Big blue posts big profits


16 Apr 2004

IBM has posted first quarter earnings of US$1.6bn, or 93 cents per share, meeting Wall Street expectations. However, analysts warn that much of the company’s quarterly 11pc revenue gain was due to a weak dollar exchange rate.

Revenue rose to US$22.3bn from $20.1bn in the previous year. IBM’s 11pc increase in quarterly revenue included a 15pc gain in sales to small and medium-sized businesses, which has been a closer focus of late.

However, the overall revenue rise would have amounted to just 3pc without currency fluctuations. Weakness in the US currency inflates the dollar value of sales in other currencies.

IBM’s services division, which accounts for half of the company’s sales, showed a 9pc gain in revenue, though the increase would have been only 1pc without currency fluctuations. IBM said the unit booked US$10bn in new contracts in the quarter.

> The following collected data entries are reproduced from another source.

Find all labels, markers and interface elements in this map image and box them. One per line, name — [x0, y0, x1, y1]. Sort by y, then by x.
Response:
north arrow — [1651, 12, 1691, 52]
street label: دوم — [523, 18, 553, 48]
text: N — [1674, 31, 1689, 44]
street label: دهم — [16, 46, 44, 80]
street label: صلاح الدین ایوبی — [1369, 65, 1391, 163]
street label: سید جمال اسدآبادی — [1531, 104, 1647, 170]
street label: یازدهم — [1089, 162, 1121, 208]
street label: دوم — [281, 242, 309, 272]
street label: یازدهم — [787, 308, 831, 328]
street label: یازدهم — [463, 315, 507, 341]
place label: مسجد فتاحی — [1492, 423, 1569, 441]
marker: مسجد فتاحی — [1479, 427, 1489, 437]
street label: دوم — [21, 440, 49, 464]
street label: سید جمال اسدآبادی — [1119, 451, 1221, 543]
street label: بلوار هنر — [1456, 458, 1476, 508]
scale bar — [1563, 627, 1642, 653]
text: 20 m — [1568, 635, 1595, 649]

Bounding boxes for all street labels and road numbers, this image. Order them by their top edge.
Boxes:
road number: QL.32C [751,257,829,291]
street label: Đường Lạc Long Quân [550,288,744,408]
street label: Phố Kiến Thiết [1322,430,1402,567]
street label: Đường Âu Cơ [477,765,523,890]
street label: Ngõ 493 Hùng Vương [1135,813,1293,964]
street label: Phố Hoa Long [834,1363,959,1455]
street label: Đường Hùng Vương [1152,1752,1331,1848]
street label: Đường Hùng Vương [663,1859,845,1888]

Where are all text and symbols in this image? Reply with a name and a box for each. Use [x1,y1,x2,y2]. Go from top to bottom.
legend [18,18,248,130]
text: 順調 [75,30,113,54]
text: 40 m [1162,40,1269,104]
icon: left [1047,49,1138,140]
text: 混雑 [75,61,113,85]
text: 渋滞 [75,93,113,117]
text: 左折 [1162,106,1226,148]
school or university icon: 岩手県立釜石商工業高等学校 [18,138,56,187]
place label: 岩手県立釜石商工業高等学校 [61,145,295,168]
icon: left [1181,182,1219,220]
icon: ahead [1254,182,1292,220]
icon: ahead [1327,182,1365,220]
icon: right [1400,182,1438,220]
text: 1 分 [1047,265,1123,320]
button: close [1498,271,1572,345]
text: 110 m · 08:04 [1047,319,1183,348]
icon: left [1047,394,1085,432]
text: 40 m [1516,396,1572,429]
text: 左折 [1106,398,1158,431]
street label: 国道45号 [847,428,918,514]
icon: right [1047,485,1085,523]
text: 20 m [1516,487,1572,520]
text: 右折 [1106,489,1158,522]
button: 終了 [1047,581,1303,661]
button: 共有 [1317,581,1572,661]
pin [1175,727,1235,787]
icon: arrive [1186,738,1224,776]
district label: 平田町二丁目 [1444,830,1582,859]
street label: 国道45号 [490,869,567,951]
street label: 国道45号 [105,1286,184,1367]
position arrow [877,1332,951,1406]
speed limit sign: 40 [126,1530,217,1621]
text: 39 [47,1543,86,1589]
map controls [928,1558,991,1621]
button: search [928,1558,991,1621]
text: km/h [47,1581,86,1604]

IBM also announced that it would share chip designs and collaborate more with outside developers in hopes of getting its semiconductors into wider use.

Combined, the systems and technology group showed an operating profit of US$170m in the first quarter.

Sam Palmisano, IBM’s chairman and chief executive officer, said: “The IBM team entered the first quarter with good momentum and delivered a solid first quarter. Behind the results, clients are increasingly turning to IBM to help them become on demand businesses. This is creating demand for integrated services and high-performance IT infrastructure based on open industry standards – areas where we have chosen to lead.

“IBM continued to out-perform the industry in our selected segments and gained share. We continued our industry-leading work in services with more than US$10bn in signings after a very strong fourth quarter of signings, and we grew our software and systems businesses, with significant progress in zSeries servers and WebSphere middleware. We delivered double-digit growth in emerging markets such as China, Eastern Europe, India and Brazil. Our balance sheet remains strong, with US$8.5bn of cash on hand.

“Despite the strengthening economic recovery, many of our competitors continue to struggle with the fundamental, changing dynamics of the IT industry. Because we anticipated these changes – in computing and in how enterprises apply technology – we made significant investments and repositioned IBM during the downturn. Those strategic moves are beginning to pay off for our clients and shareholders. We remain enthusiastic about our prospects for 2004”, Palmisano said.